Слабая догадка вспыхнула в мозгу Мятлева, но, ничего не озарив, тут же погасла. «Не может быть! – с ужасом подумал он, всматриваясь в лицо Николая Павловича, в это непроницаемое лицо. – Не может быть!»
– Послушай, – сказал государь, – как ты нерешителен. Устраивать отвратительные выходки – ты первый, – он повернулся к Орлову. – Похоронить генерала Рота – это он смог, живого генерала, сам все придумал. Я помню… – и вновь улыбнулся, словно через силу.
«Наверное, он вправе припомнить мне ту печальную шутку, – подумал Мятлев в смятении, – уж если мы так редко встречаемся, можно даже сказать – никогда, впервые, уж если мы встретились, то он, наверное, должен мне все припомнить, чтобы больше об этом, что его мучило много лет, больше не говорить, он должен излить желчь, и наверное, хорошо, что он это делает, а иначе я ходил бы в вечных врагах и меня до конца не оставляли бы в покое. Теперь он выскажется, и ему не будет до меня дела…» – так он подумал, а сам краем глаза посмотрел в красноватую полумглу, откуда снова выплеснулся слабый вздох.
Там, в красноватой полумгле, одинокая и позабытая всеми, неподвижно стояла незнакомая женщина, опустив безвольные руки; ее лицо, плоское, как маска, не выражало ничего; два зияющих провала вместо глаз и темная трещина вместо рта – эго было все, что разглядел Мятлев. И все–таки это была женщина, и она дышала, и вздохи, напоминающие всхлипы, доносились с ее стороны.
– Подумать только, – сказал государь мягко, – похоронил живого генерала. Вот уж додумался. Слава богу, что генерала не хватил удар. Ну что с тобой делать? А?… Скажешь, что это было давно?
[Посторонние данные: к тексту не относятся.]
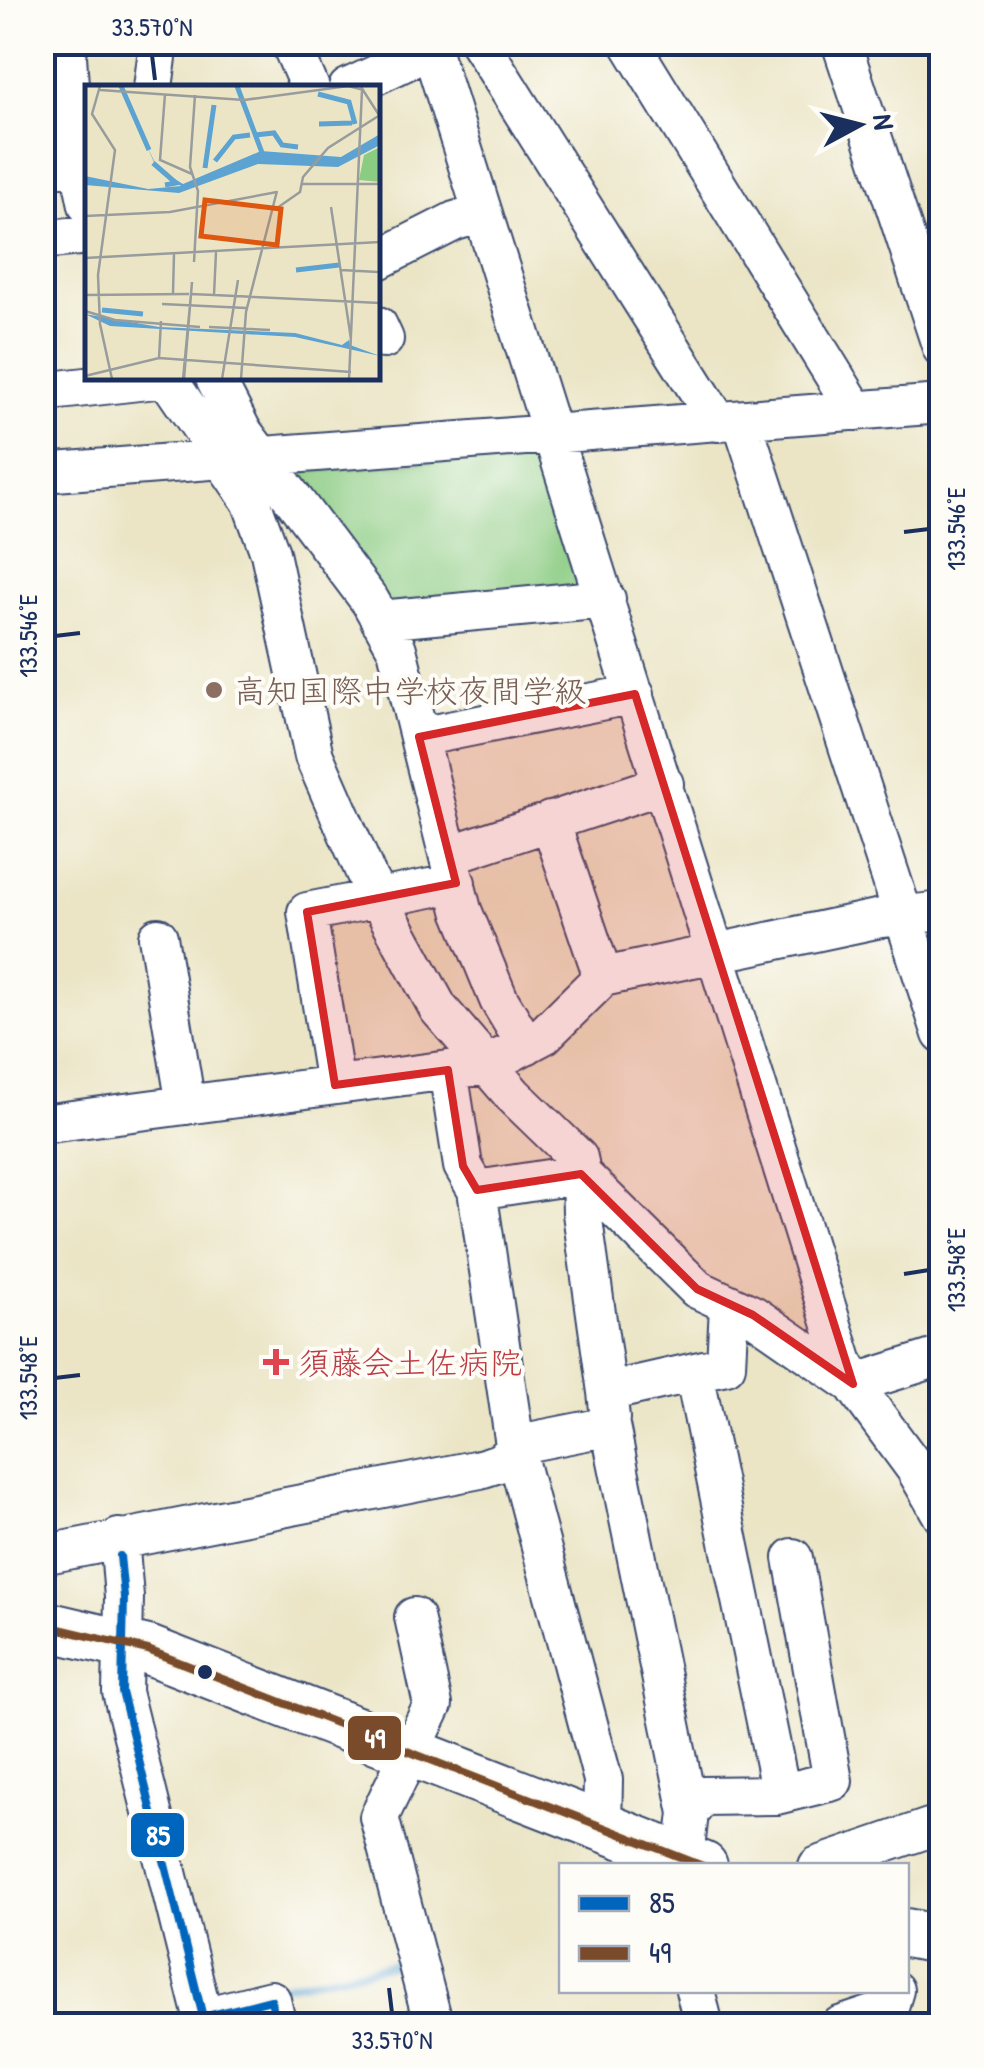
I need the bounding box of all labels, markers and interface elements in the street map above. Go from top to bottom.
text: 33.570°N [111,10,193,44]
north arrow [809,75,909,175]
inset map [85,85,380,380]
text: N [864,112,904,132]
text: 133.546°E [939,487,973,571]
text: 133.546°E [11,594,45,678]
place label: 高知国際中学校夜間学級 [234,669,586,712]
marker: 高知国際中学校夜間学級 [203,679,225,701]
text: 133.548°E [939,1228,973,1312]
text: 133.548°E [11,1336,45,1420]
place label: 須藤会土佐病院 [298,1341,522,1384]
marker: 須藤会土佐病院 [263,1349,289,1375]
unlabelled marker [195,1662,215,1682]
line badge: 49 [346,1714,403,1762]
text: 49 [365,1719,385,1757]
line badge: 85 [129,1811,186,1859]
text: 85 [146,1816,170,1854]
legend [559,1863,909,1993]
text: 85 [649,1882,675,1922]
text: 49 [649,1932,671,1972]
text: 33.570°N [351,2023,433,2057]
Пожалуй, пожалуй… Вон ты и очки успел завести…
И вдруг Мятлев поймал себя на том, что ему приятно, что государь так точно все о нем помнит и не держит зла.
– Я очень сожалею, ваше величество, – осмелев, заявил он. – Я знаю, что принес вам огорчения, но если б вы позволили мне воротиться туда, я бы все это постарался исправить…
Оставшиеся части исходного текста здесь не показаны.